An oil burner will happen, but when?

Despite the negative reputation diesel has received ever since the Volkswagen Dieselgate scandal began to unravel in September 2015, oil burners remain relatively popular for pickup trucks. Ford and Ram both offer diesels with their respective full-size offerings, and there's even a diesel option for the Chevrolet Colorado. What about the full-size Silverado 1500 and its corporate cousin, the GMC Sierra 1500?

As we previously reported, both trucks are set to be offered with a new 3.0-liter inline-six turbo diesel that General Motors promises will be the most powerful engine in its class. Leaked specs show it'll produce 277 hp and 460 lb-ft of torque. To compare, the Ford F-150's 3.0-liter diesel V6 has 250 hp and 440 lb-ft and Ram's EcoDiesel produces 240 hp and 420 lb-ft. Unfortunately, Automotive News reports GM's new diesel has been delayed.

The apparent reason is the EPA's emissions certification process.

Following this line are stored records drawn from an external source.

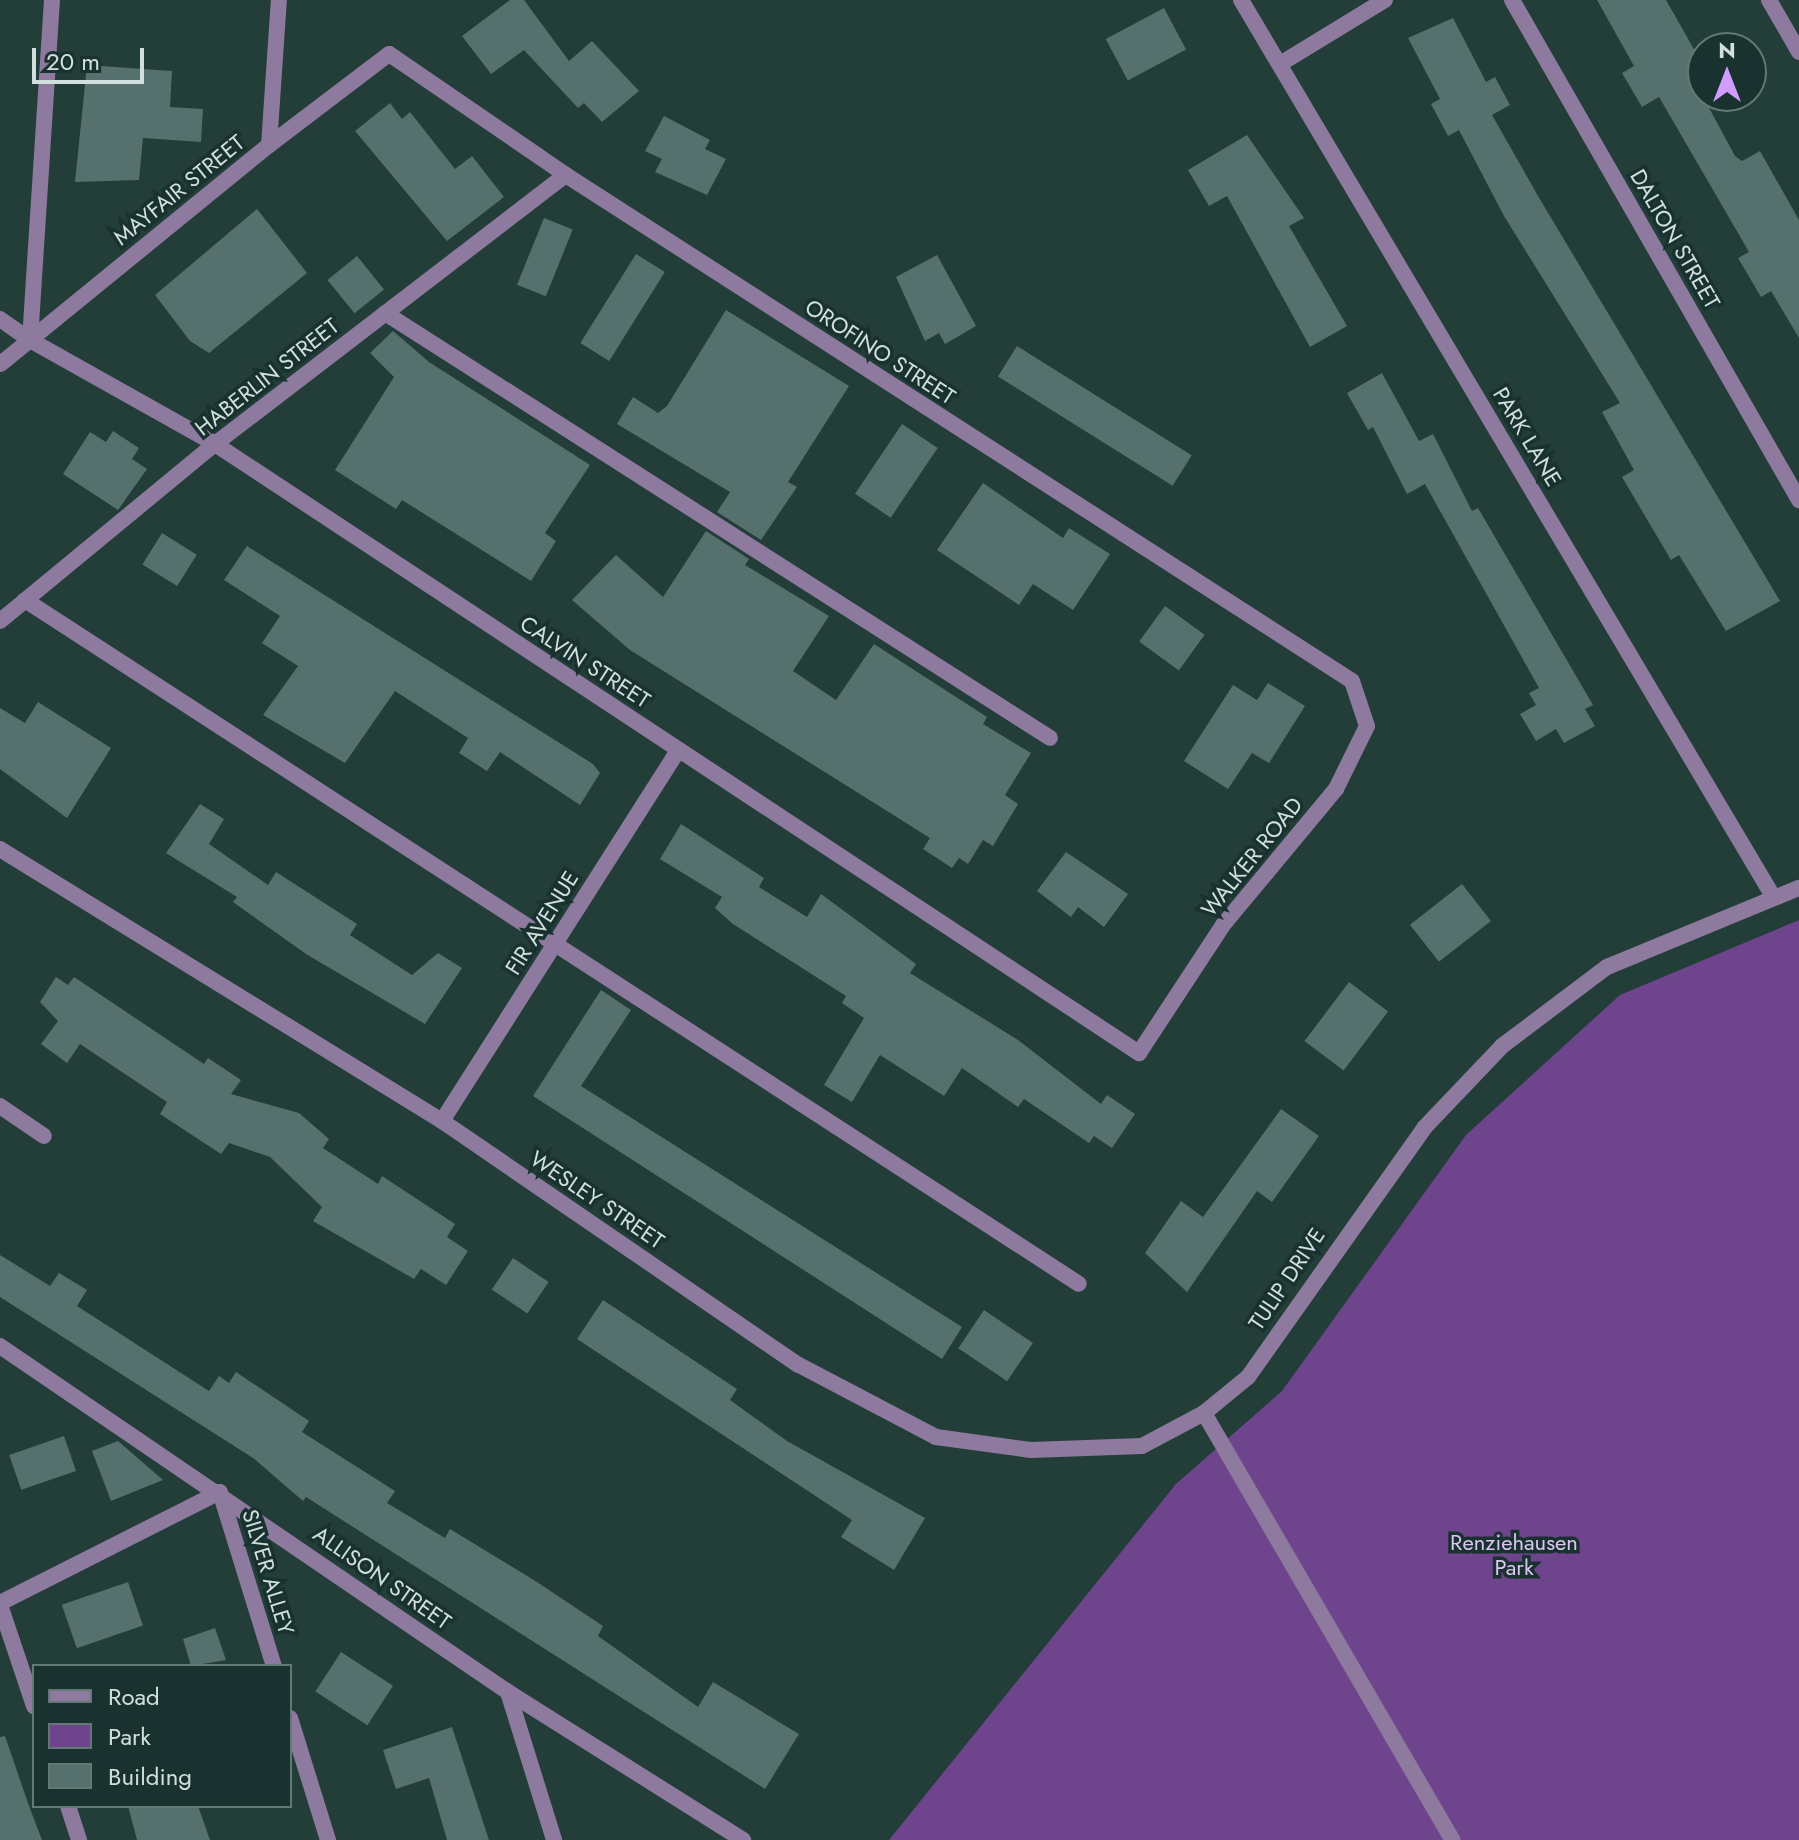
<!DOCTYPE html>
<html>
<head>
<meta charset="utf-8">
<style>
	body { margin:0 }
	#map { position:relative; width:1799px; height:1840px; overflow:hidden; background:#233d39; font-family:Jost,sans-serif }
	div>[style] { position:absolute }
	.green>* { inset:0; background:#6e448d }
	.building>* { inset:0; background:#55706d; transform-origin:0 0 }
	.service>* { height:16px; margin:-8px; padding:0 8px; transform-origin:8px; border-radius:8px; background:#8d7a9e }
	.minor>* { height:16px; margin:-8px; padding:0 8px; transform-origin:8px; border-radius:8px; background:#8d7a9e }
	span { translate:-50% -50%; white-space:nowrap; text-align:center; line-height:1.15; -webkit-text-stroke:7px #19322f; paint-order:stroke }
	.street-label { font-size:22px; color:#d1e0de }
	.park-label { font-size:22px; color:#ddc6f1 }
	.legend { position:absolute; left:32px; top:1664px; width:260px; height:144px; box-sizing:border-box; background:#19322f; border:2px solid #637875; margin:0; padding:10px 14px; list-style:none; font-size:24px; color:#d1e0de }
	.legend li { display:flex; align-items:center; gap:16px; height:40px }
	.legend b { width:40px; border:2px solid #637875 }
	.north { position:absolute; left:1687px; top:32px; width:80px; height:80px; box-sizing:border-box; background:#19322f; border:2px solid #637875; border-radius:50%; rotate:0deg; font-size:22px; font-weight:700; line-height:32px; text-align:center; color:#d1e0de }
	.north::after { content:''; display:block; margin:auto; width:28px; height:36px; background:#d29cfd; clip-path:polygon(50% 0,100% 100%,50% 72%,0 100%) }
	.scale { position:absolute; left:32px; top:48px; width:112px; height:36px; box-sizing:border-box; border:4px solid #d1e0de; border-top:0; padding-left:10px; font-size:24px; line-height:28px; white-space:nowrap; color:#d1e0de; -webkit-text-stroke:6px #19322f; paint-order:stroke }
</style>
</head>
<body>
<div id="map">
	<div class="green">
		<i style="clip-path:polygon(1799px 920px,1799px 1840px,889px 1840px,1176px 1484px,1282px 1391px,1466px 1135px,1620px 995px)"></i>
	</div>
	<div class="building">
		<i style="clip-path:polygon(510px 0,524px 0,569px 61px,592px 41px,639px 91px,602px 122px,584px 103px,578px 108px,524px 50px,491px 74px,462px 36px)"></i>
		<i style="clip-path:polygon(1597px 0,1666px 0,1703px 65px,1693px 78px,1735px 156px,1742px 161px,1760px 151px,1799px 220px,1799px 338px,1771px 291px,1761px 297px,1738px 258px,1749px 252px,1659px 97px,1642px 107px,1622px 73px,1634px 66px)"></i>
		<i style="left:1164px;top:8px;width:47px;height:66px;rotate:62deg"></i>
		<i style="clip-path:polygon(1453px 18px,1486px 82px,1495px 77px,1510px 105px,1492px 115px,1538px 196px,1780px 601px,1726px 631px,1679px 555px,1671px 560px,1622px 477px,1634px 470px,1602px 412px,1620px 403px,1504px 216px,1459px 130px,1448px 136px,1431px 104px,1440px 99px,1408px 38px)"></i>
		<i style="clip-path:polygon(87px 65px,172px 71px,170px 107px,203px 109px,201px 142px,143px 138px,139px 180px,75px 182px)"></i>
		<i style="clip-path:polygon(390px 103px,402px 119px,410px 112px,455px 169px,472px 156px,504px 197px,447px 241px,355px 131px)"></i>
		<i style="clip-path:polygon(664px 116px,710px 140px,705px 149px,726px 159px,707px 195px,655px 172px,662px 159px,645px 151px)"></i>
		<i style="clip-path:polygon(1247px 135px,1304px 218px,1289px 226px,1347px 326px,1310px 347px,1227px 196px,1209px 206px,1188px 170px)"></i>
		<i style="clip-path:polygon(257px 209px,307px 273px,209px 353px,190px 341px,155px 295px)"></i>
		<i style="left:544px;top:218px;width:31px;height:72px;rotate:22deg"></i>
		<i style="left:636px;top:254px;width:34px;height:105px;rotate:32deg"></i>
		<i style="clip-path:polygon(937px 255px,976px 326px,945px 344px,939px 333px,925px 341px,896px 277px)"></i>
		<i style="left:357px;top:256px;width:43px;height:38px;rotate:51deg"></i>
		<i style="clip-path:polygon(726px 310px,849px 386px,788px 482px,797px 487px,761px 540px,717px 512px,730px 492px,617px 424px,633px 397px,658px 413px,667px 406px)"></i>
		<i style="clip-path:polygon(393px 331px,429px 362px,590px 465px,545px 533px,556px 541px,531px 581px,402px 500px,396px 509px,335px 470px,394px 377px,370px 353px)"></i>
		<i style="left:1017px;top:346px;width:206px;height:36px;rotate:32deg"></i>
		<i style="clip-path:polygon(1382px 373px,1419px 441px,1433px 434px,1472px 511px,1478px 508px,1593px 705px,1585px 709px,1595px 726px,1564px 743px,1556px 729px,1536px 741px,1520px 714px,1536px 705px,1529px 693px,1539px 688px,1425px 484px,1407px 494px,1373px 427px,1368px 430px,1347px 393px)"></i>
		<i style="left:902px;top:424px;width:43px;height:84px;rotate:34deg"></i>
		<i style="clip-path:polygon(113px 431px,139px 448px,132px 459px,147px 469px,118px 510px,63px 474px,90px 432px,106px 442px)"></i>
		<i style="clip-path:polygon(983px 483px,1063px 538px,1069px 528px,1110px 554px,1073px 610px,1033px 584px,1019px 605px,937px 550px)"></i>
		<i style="clip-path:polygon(706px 531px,749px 559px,745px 565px,829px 616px,793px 671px,836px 700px,874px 644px,987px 717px,983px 724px,1031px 753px,1005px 795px,1018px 804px,993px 846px,983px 840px,968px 864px,959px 858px,952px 868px,923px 849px,930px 838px,630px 650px,572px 600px,616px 555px,663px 597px)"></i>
		<i style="left:162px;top:533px;width:41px;height:37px;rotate:32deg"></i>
		<i style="clip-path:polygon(247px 546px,593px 764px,600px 773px,580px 805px,500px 752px,487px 771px,459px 753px,468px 738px,395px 691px,345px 763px,263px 715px,298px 666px,262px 643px,280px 616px,224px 580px)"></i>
		<i style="left:1165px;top:606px;width:49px;height:44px;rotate:36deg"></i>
		<i style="clip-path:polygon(1268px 683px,1305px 706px,1269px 763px,1252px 753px,1228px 789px,1184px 761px,1233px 685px,1257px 700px)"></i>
		<i style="clip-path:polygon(38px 702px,111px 748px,67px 818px,0 769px,0 708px,25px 723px)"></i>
		<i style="clip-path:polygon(200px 804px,224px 819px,209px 844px,268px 885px,276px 872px,357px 924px,350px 935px,412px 975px,438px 953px,462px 968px,425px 1024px,306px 954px,233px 902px,237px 897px,166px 853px)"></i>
		<i style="clip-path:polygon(681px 824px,764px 878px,759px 887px,807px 917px,821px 894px,916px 964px,910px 973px,1018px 1040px,1101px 1104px,1107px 1095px,1135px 1114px,1112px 1148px,1094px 1136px,1089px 1143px,1024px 1099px,1018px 1107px,962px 1068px,944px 1096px,880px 1055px,852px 1102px,824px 1085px,864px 1018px,842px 1003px,846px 996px,733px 924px,715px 908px,722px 897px,660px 859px)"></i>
		<i style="clip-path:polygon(1066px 852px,1128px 894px,1104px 927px,1078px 907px,1071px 917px,1037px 891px)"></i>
		<i style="left:1462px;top:884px;width:47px;height:66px;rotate:52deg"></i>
		<i style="clip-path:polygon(56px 977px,68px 985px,74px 977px,204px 1064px,208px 1058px,241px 1080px,231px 1094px,299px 1113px,329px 1139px,323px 1148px,378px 1184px,382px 1176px,455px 1224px,447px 1237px,468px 1251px,446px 1285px,421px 1269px,414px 1279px,313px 1221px,322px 1207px,270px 1157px,229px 1143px,221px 1154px,160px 1114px,167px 1102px,80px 1044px,67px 1063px,41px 1044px,58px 1021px,40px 1002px)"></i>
		<i style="left:1349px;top:982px;width:49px;height:74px;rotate:37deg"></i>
		<i style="clip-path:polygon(601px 990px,631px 1010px,581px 1086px,962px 1327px,942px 1359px,533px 1096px)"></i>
		<i style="clip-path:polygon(1281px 1109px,1319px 1136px,1272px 1202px,1257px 1191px,1187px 1292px,1145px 1253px,1181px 1201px,1203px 1217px)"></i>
		<i style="clip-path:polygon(0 1255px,50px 1286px,59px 1273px,87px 1290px,77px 1306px,209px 1391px,219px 1376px,229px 1383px,236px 1372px,309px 1421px,302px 1432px,395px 1491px,387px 1503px,445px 1538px,450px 1529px,537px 1582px,603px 1626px,598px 1636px,698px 1707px,713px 1682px,799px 1734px,765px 1789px,306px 1497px,303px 1501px,253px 1458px,0 1297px)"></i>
		<i style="left:513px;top:1258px;width:43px;height:38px;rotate:34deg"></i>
		<i style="clip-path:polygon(603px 1300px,737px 1389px,730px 1400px,787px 1441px,925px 1518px,894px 1570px,841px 1537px,852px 1520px,577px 1339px)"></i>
		<i style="left:984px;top:1310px;width:59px;height:46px;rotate:34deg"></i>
		<i style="left:64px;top:1436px;width:37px;height:58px;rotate:71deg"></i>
		<i style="clip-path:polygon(118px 1441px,163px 1480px,111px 1501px,92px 1451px)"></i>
		<i style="left:128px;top:1582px;width:46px;height:70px;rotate:71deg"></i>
		<i style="clip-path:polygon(215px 1628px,226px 1660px,191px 1666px,183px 1639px)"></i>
		<i style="left:341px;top:1652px;width:62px;height:47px;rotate:33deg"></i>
		<i style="clip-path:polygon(452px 1727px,489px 1840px,447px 1840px,429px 1778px,396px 1789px,383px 1750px)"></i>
		<i style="clip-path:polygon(5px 1736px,29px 1806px,42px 1840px,0 1840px,0 1737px)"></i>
		<i style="clip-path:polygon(128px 1806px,198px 1806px,210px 1840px,137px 1840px)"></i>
	</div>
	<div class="service">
		<i style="left:1769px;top:0;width:60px;rotate:60deg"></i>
		<i style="left:269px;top:145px;width:145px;rotate:-86.1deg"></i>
		<i style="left:385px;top:313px;width:789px;rotate:32.58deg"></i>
		<i style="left:25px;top:600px;width:1256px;rotate:32.98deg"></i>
		<i style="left:0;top:621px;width:278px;rotate:-39.5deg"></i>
		<i style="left:215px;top:444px;width:442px;rotate:-37.5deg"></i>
		<i style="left:0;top:1106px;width:53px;rotate:34.3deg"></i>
		<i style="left:220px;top:1492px;width:182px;rotate:72.8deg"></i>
		<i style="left:290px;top:1718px;width:128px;rotate:72.7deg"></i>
	</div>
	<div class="minor">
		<i style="left:1241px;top:0;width:1044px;rotate:59.31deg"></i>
		<i style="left:1512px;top:0;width:577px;rotate:60.14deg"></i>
		<i style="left:1280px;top:64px;width:123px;rotate:-31.4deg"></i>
		<i style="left:0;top:319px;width:37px;rotate:35deg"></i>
		<i style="left:30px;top:340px;width:212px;rotate:29.3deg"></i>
		<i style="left:215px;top:444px;width:1107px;rotate:33.39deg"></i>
		<i style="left:1139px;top:1053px;width:153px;rotate:-56.7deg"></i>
		<i style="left:1223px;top:925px;width:177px;rotate:-50.3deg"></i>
		<i style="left:1336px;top:789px;width:70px;rotate:-63.8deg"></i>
		<i style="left:1367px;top:726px;width:47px;rotate:-108.4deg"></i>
		<i style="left:1352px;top:681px;width:935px;rotate:-147.23deg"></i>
		<i style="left:566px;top:175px;width:214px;rotate:-145.6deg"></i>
		<i style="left:389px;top:54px;width:151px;rotate:142.8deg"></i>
		<i style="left:269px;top:145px;width:308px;rotate:140.8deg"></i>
		<i style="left:30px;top:340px;width:38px;rotate:141deg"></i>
		<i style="left:30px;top:340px;width:341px;rotate:-86.3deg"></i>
		<i style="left:0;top:849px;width:519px;rotate:31.61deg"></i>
		<i style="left:442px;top:1121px;width:432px;rotate:34.4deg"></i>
		<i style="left:799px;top:1365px;width:155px;rotate:27.7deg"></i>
		<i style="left:936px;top:1437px;width:96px;rotate:7.8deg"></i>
		<i style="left:1031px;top:1450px;width:111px;rotate:-2.1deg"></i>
		<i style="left:1142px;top:1446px;width:70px;rotate:-28deg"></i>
		<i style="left:1204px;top:1413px;width:57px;rotate:-39.3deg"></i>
		<i style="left:1248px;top:1377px;width:305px;rotate:-54.7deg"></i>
		<i style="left:1424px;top:1128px;width:113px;rotate:-46.4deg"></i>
		<i style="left:1502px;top:1046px;width:131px;rotate:-37deg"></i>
		<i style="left:1607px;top:967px;width:208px;rotate:-22.4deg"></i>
		<i style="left:442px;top:1121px;width:440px;rotate:-57.5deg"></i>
		<i style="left:0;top:1346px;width:615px;rotate:34.26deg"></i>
		<i style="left:508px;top:1692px;width:278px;rotate:32.2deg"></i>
		<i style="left:1204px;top:1413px;width:494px;rotate:59.8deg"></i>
		<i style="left:0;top:1603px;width:246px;rotate:-26.8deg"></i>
		<i style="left:0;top:1605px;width:107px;rotate:71.4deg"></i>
		<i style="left:508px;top:1692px;width:155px;rotate:72.7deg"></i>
		<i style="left:68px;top:1806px;width:36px;rotate:72deg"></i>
	</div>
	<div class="street-label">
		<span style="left:179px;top:190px;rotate:-39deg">MAYFAIR STREET</span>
		<span style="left:1675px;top:239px;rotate:60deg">DALTON STREET</span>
		<span style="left:880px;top:352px;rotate:33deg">OROFINO STREET</span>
		<span style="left:267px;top:377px;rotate:-38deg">HABERLIN STREET</span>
		<span style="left:1527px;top:437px;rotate:59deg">PARK LANE</span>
		<span style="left:585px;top:662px;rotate:33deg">CALVIN STREET</span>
		<span style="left:1252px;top:857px;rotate:-51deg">WALKER ROAD</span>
		<span style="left:542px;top:923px;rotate:-58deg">FIR AVENUE</span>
		<span style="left:597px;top:1200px;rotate:34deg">WESLEY STREET</span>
		<span style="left:1287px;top:1279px;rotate:-56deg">TULIP DRIVE</span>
		<span style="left:268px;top:1572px;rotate:73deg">SILVER ALLEY</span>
		<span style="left:382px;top:1578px;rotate:35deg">ALLISON STREET</span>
	</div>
	<div class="park-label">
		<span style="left:1514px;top:1555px">Renziehausen<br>Park</span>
	</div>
	<ul class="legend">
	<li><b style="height:10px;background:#8d7a9e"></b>Road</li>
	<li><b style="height:22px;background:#6e448d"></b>Park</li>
	<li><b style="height:22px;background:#55706d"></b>Building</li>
	</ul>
	<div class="north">N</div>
	<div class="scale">20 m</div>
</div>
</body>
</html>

It's taking longer than initially planned and therefore won't be done in time for the 2019 model year. Instead, GM will launch its highly popular full-size trucks with this optional diesel for the 2020 model year. Fortunately, the 2020 models for all automakers will begin arriving in dealerships in the next few months.

Production for GM's new diesel pickups has yet to get underway but is slated to begin "soon," assuming there are no further delays on the EPA's part. Dealerships who previously placed orders for these vehicles will now be canceled and will need to be resubmitted. Annoying but it happens sometimes in this business.


To GM's credit, it is offering these dealerships and customers replacement vehicles though a timeframe for delivery is not yet available. All we know is that it'll be sometime next year. GM also declined to comment on how many orders were placed for the 2019 model year that never happened. The EPA's diesel testing procedures have been reformed following Dieselgate and this is likely the reason for the delay. Production of the new diesel is still slated to take place at GM's powertrain factory in Flint, Michigan.